United Nations observers in Syria have raised new allegations of execution-style killings with the discovery of 13 bound corpses as the United States hinted that continued slaughter in the violence-torn country could prompt outside military intervention.
The latest atrocity took place in northeastern Deir el-Zour province, where the bodies were found late Tuesday blindfolded with their hands tied behind their backs. A statement by the U.N. mission said some of the dead appeared to have been shot in the head from close range.
U.N. observer chief Robert Mood said he is "deeply disturbed by this appalling and inexcusable act."
Speaking after news of the executions had broken, the U.S. ambassador to the United Nations described the most likely scenario if international envoy Kofi Annan's peace plan completely collapses and total civil war ensues. Susan Rice said a coalition of nations may be forced to take action "outside of the Annan plan and the authority of [the Security] Council," a clear hint of military intervention.
Thus far, Washington and its allies have rejected the use of force and said they would not arm anti-government fighters.
International Community Outraged
International outrage about developments in Syria has mounted since more than 100 civilians - nearly half of them children - were massacred in the Syrian town of Houla last week, prompting the U.S. and other western nations to expel Syrian diplomats in protest.
Japan and Turkey Wednesday joined nine nations that announced the expulsions of Syrian envoys the day before: the U.S., Australia, Britain, Canada, France, Germany, Italy, the Netherlands and Spain.
Russia's U.N. ambassador to Syria on Wednesday called the moves a "bilateral matter," but warned they could be "misinterpreted by those who want to see foreign military intervention and fighting in Syria."
In Beijing, foreign ministry spokesman Liu Weimin said China opposes regime change by force in Syria. He also said he is not aware of any Chinese move to expel or disrupt the work of Syrian diplomats in the country.
Diplomats in Geneva said the U.N. Human Rights Council plans to hold an emergency meeting on Friday to discuss the Houla massacre. They said the United States, Turkey and Qatar led the push for the special session.

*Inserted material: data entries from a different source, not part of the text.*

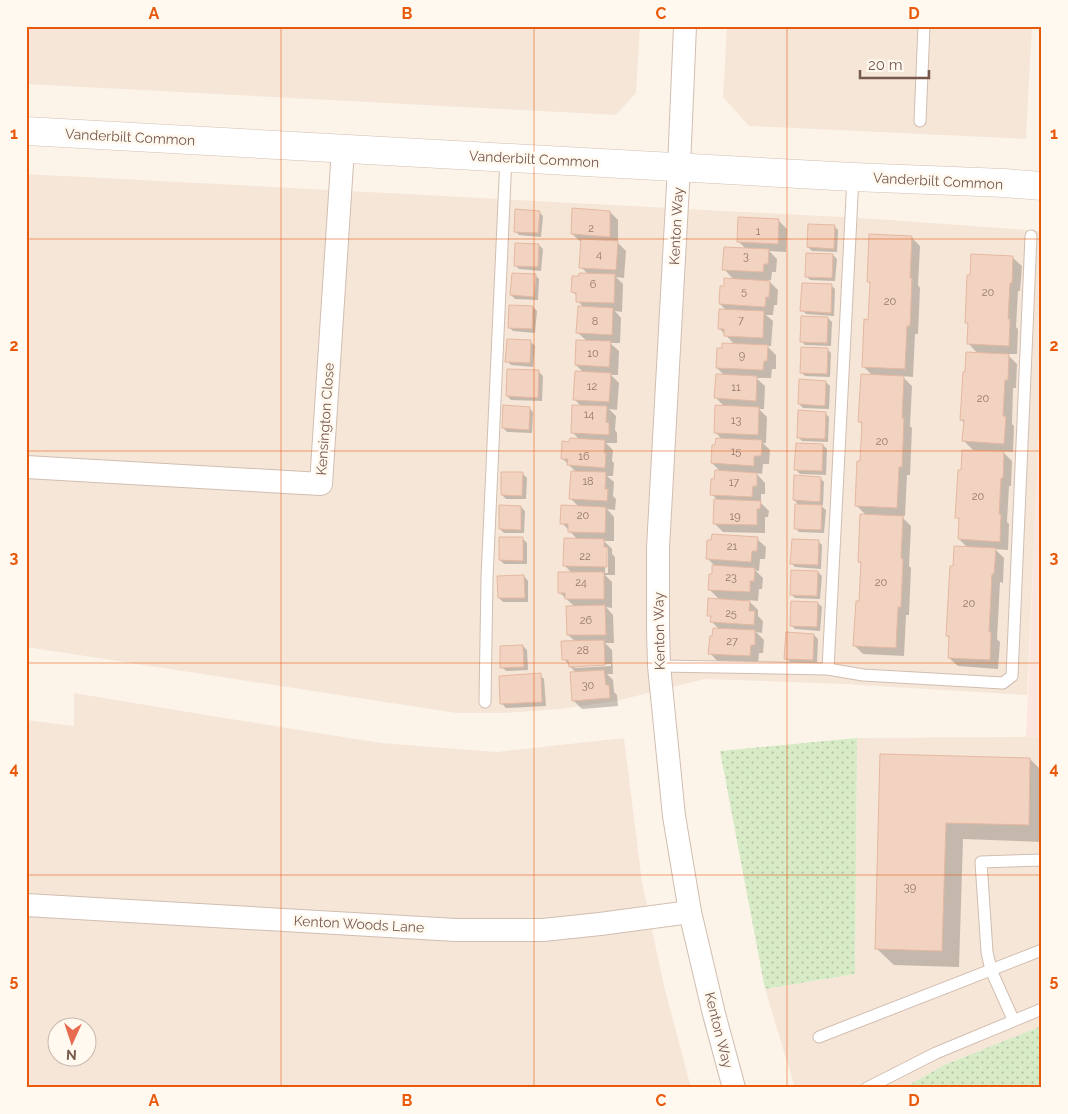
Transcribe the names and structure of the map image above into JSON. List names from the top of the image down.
{
  "streets": {
    "street": [
      "Vanderbilt Common",
      "Kenton Way",
      "Kensington Close",
      "Kenton Woods Lane"
    ]
  },
  "crossings": [
    ["Vanderbilt Common", "Kenton Way"],
    ["Vanderbilt Common", "Kensington Close"],
    ["Kenton Way", "Kenton Woods Lane"]
  ],
  "house_numbers": [
    "2",
    "1",
    "4",
    "3",
    "6",
    "5",
    "20",
    "20",
    "7",
    "8",
    "10",
    "9",
    "12",
    "11",
    "20",
    "14",
    "13",
    "20",
    "15",
    "16",
    "18",
    "17",
    "20",
    "20",
    "19",
    "21",
    "22",
    "23",
    "24",
    "20",
    "20",
    "25",
    "26",
    "27",
    "28",
    "30",
    "39"
  ],
  "scale_bar": "20 m",
  "north": "bottom",
  "grid": {
    "columns": [
      "A",
      "B",
      "C",
      "D"
    ],
    "rows": [
      "1",
      "2",
      "3",
      "4",
      "5"
    ]
  }
}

Also Wednesday, Germany's ambassador to the U.N., Peter Wittig, urged the Council to consider a resolution that would punish "spoilers" of the Annan plan in what would be the first global sanctions applied in Syria.
The British and French envoys also spoke of the need to intensify pressure on Syrian President Bashar al-Assad's government.
In Washington, the U.S. Treasury announced Wednesday it will freeze the assets of the Syrian International Islamic Bank to tighten economic pressure on the Syrian government.
But Russian Ambassador Vitaly Churkin said Moscow, which holds a veto on the Security Council, opposes the idea of ratcheting up pressure on Damascus in the form of U.N. sanctions. He said he agreed the Syrian crisis is deteriorating but blamed all antagonists, saying "we are not one-sided."
Mr. Annan left Syria Wednesday for talks with Jordanian officials. A U.N. official said the international envoy did not secure any major steps from the Syrian government to implement his faltering peace plan.
'Annan Plan a Real Failure'
Annan's blueprint calls on the Syrian government to withdraw heavy weapons from civilian areas and abide by a truce with rebels. But attacks by both sides have continued.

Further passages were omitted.